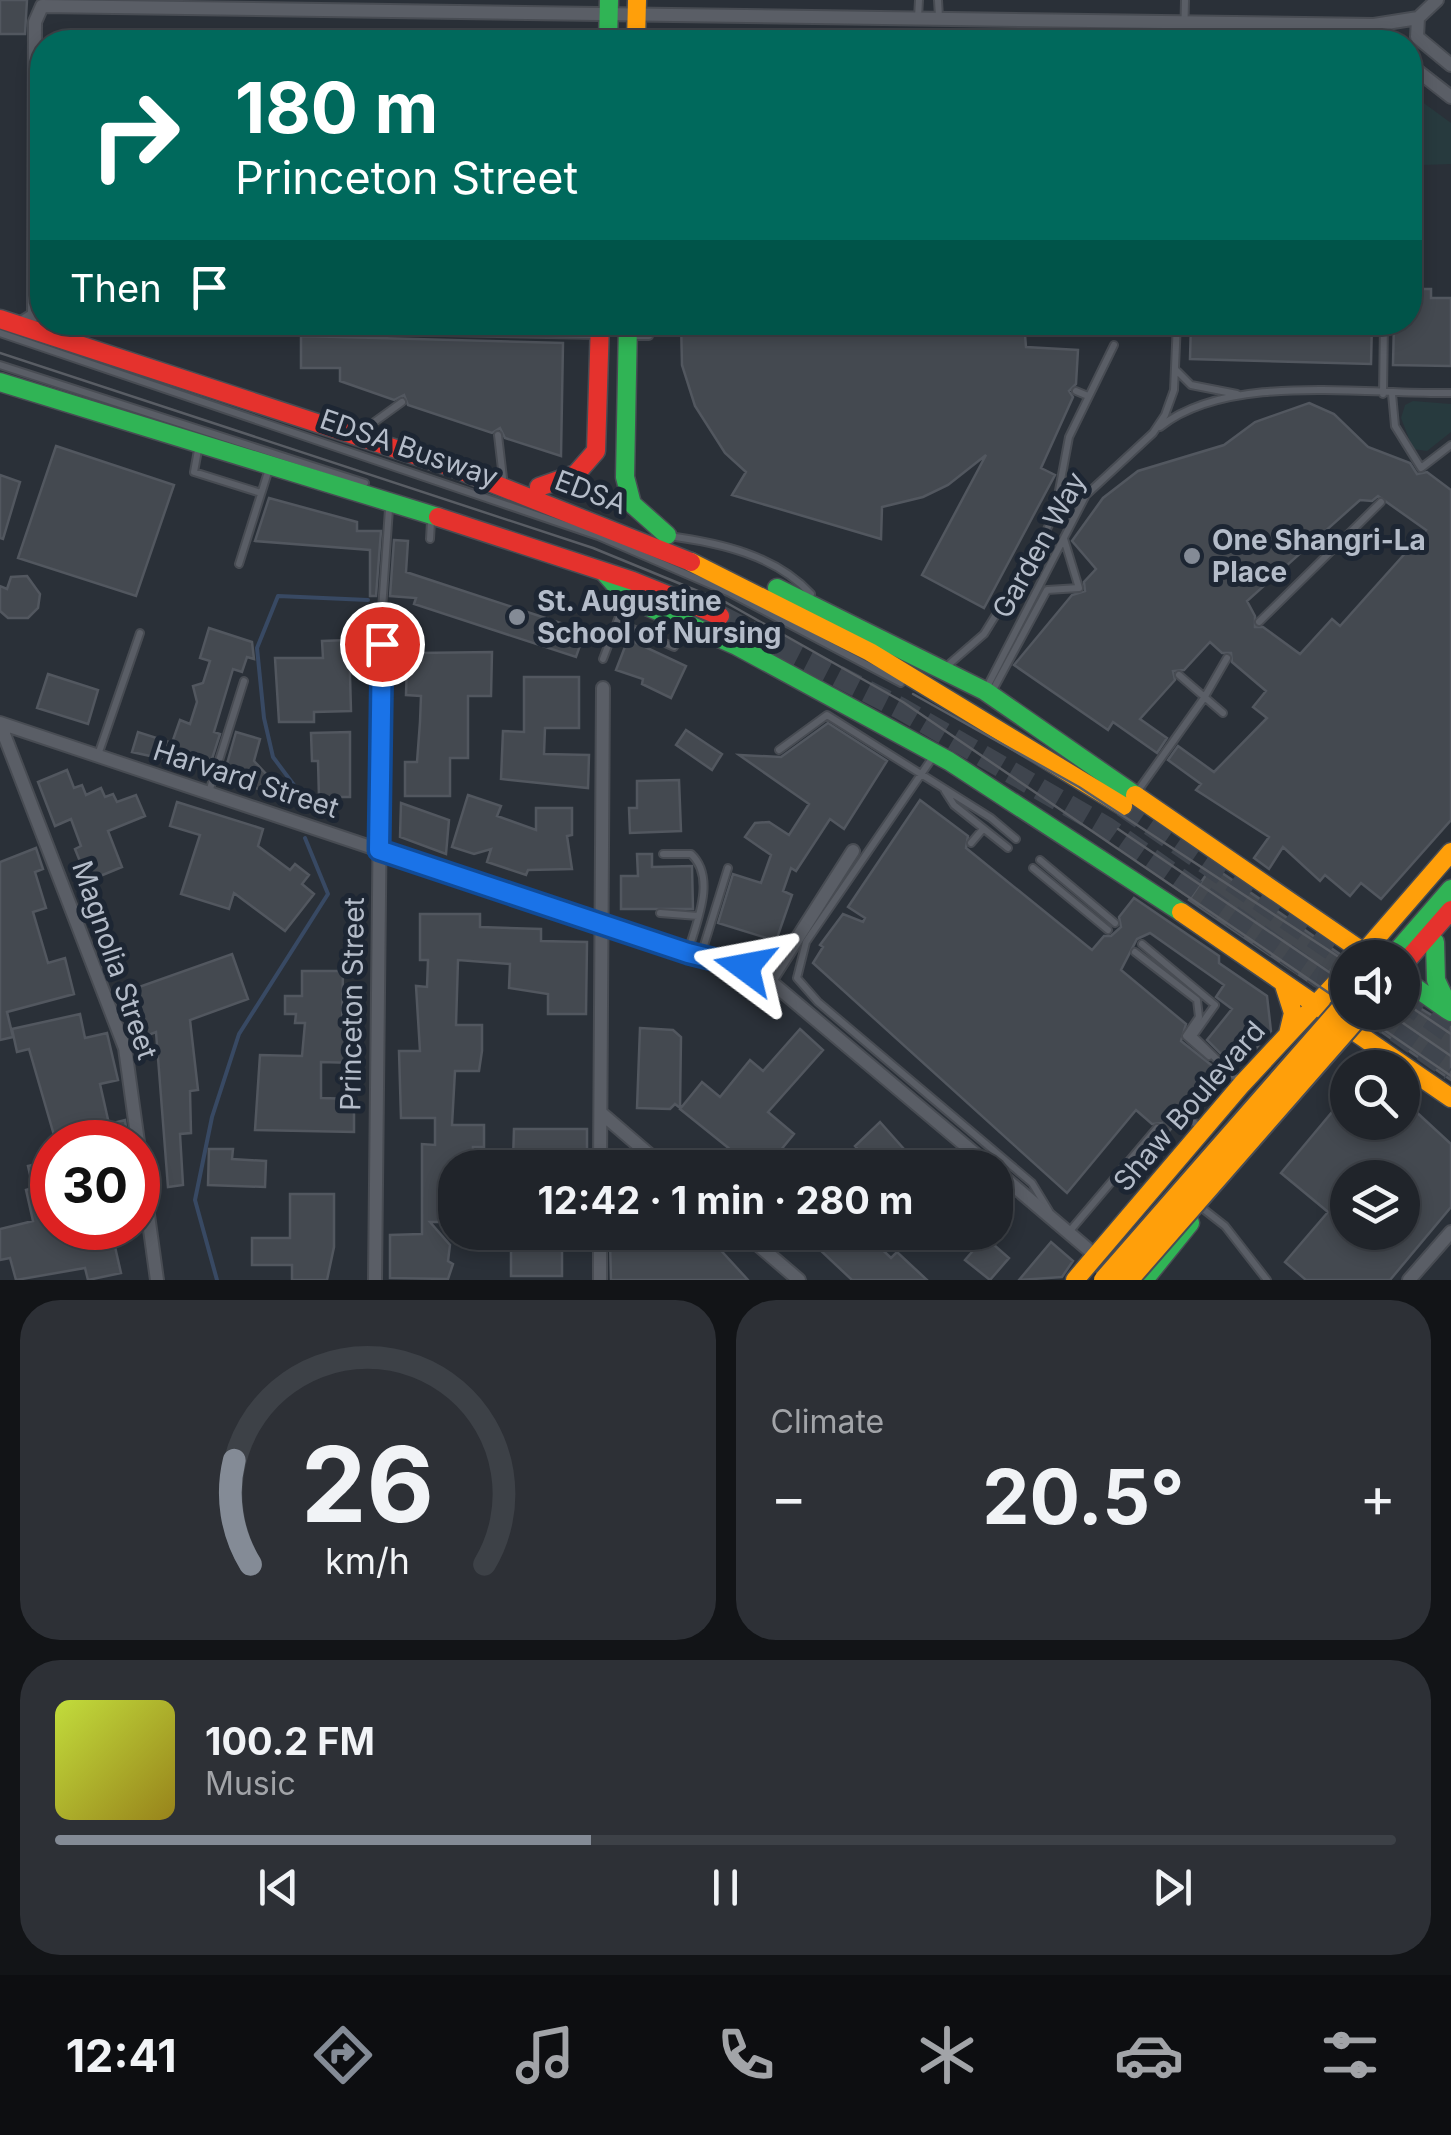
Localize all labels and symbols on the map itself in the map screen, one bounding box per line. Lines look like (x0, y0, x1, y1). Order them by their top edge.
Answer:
street label: EDSA Busway (316, 402, 502, 494)
street label: EDSA (550, 463, 632, 521)
street label: Garden Way (985, 466, 1093, 624)
place label: One Shangri-La Place (1212, 523, 1426, 589)
marker: One Shangri-La Place (1181, 545, 1203, 567)
place label: St. Augustine School of Nursing (537, 584, 781, 650)
pin (340, 602, 425, 687)
marker: St. Augustine School of Nursing (506, 606, 528, 628)
street label: Harvard Street (149, 733, 343, 825)
street label: Magnolia Street (65, 856, 165, 1064)
street label: Princeton Street (333, 897, 371, 1111)
position arrow (693, 915, 797, 1019)
street label: Shaw Boulevard (1106, 1014, 1272, 1198)
speed limit sign: 30 (30, 1120, 160, 1250)

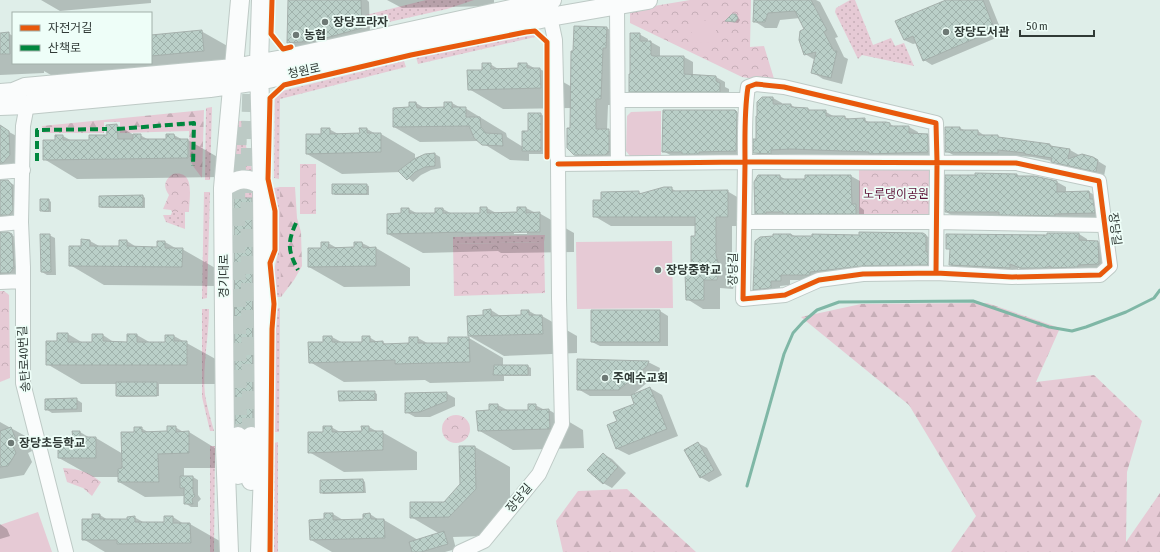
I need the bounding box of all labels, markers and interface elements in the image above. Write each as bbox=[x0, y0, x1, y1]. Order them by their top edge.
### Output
legend bbox=[12, 12, 152, 64]
scale bar bbox=[1020, 12, 1094, 38]
place label: 장당프라자 bbox=[333, 15, 388, 29]
marker: 장당프라자 bbox=[320, 17, 330, 27]
text: 50 m bbox=[1026, 19, 1048, 33]
text: 자전거길 bbox=[48, 21, 92, 35]
place label: 장당도서관 bbox=[954, 25, 1009, 39]
marker: 장당도서관 bbox=[941, 27, 951, 37]
place label: 농협 bbox=[304, 28, 326, 42]
marker: 농협 bbox=[291, 30, 301, 40]
text: 산책로 bbox=[48, 41, 81, 55]
street label: 청원로 bbox=[286, 61, 322, 81]
park label: 노루댕이공원 bbox=[863, 187, 929, 201]
street label: 장당길 bbox=[1106, 212, 1124, 246]
street label: 장당길 bbox=[726, 252, 740, 286]
street label: 경기대로 bbox=[217, 254, 231, 298]
place label: 장당중학교 bbox=[666, 263, 721, 277]
marker: 장당중학교 bbox=[653, 265, 663, 275]
street label: 송탄로40번길 bbox=[15, 325, 33, 393]
place label: 주예수교회 bbox=[613, 371, 668, 385]
marker: 주예수교회 bbox=[600, 373, 610, 383]
place label: 장당초등학교 bbox=[19, 436, 85, 450]
marker: 장당초등학교 bbox=[6, 438, 16, 448]
street label: 장당길 bbox=[503, 481, 535, 515]

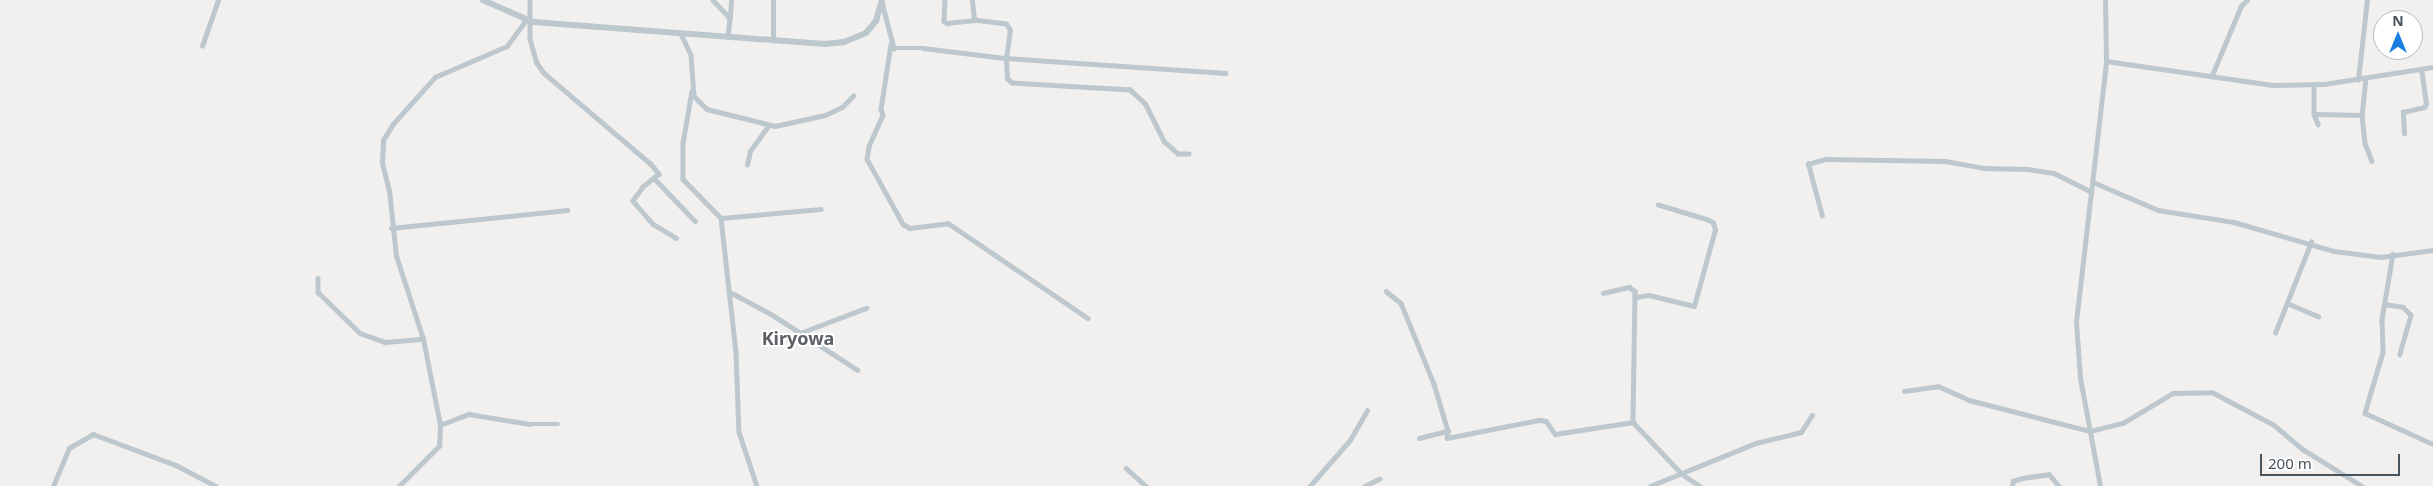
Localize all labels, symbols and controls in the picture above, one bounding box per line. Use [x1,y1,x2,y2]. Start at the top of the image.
north arrow [2373,10,2423,60]
text: N [2392,11,2404,30]
district label: Kiryowa [762,327,834,349]
scale bar [2263,444,2403,476]
text: 200 m [2268,453,2312,473]

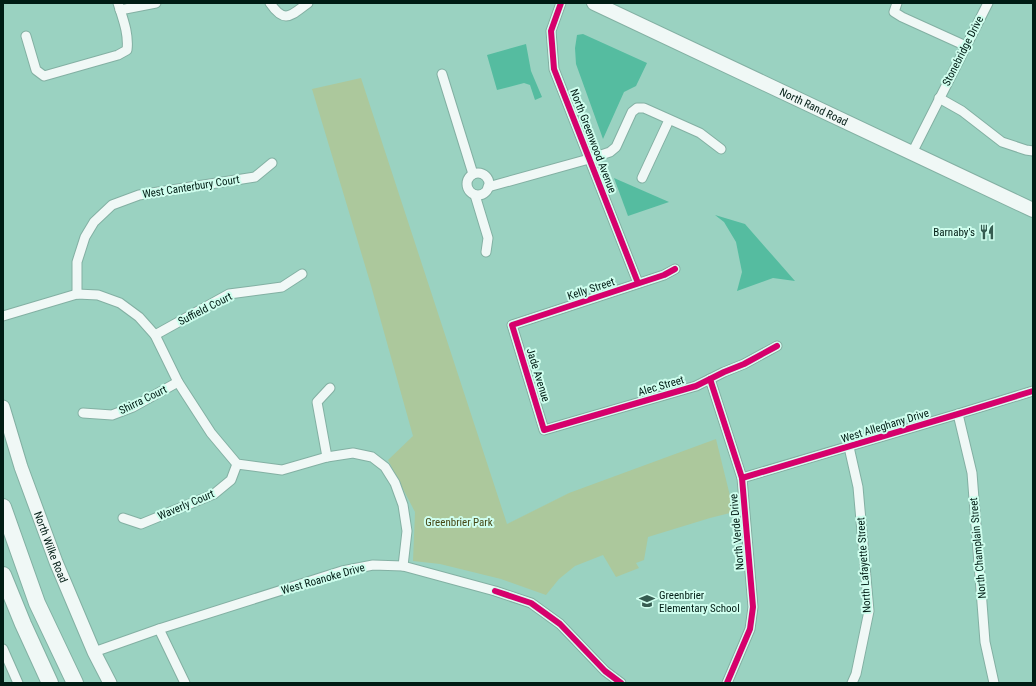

• **Goal of the exercise**:
Which of the lines above hold the string "their"? Pick each of them out.

• **Exercise output**:
Localize all labels and symbols on the map itself in the map screen, one bounding box per line. Lines look like (x0, y0, x1, y1). Order them by their top edge.
I need the bounding box of all labels, markers and interface elements in the image above. Write each as bbox=[x0, y0, x1, y1]. Order them by their top edge.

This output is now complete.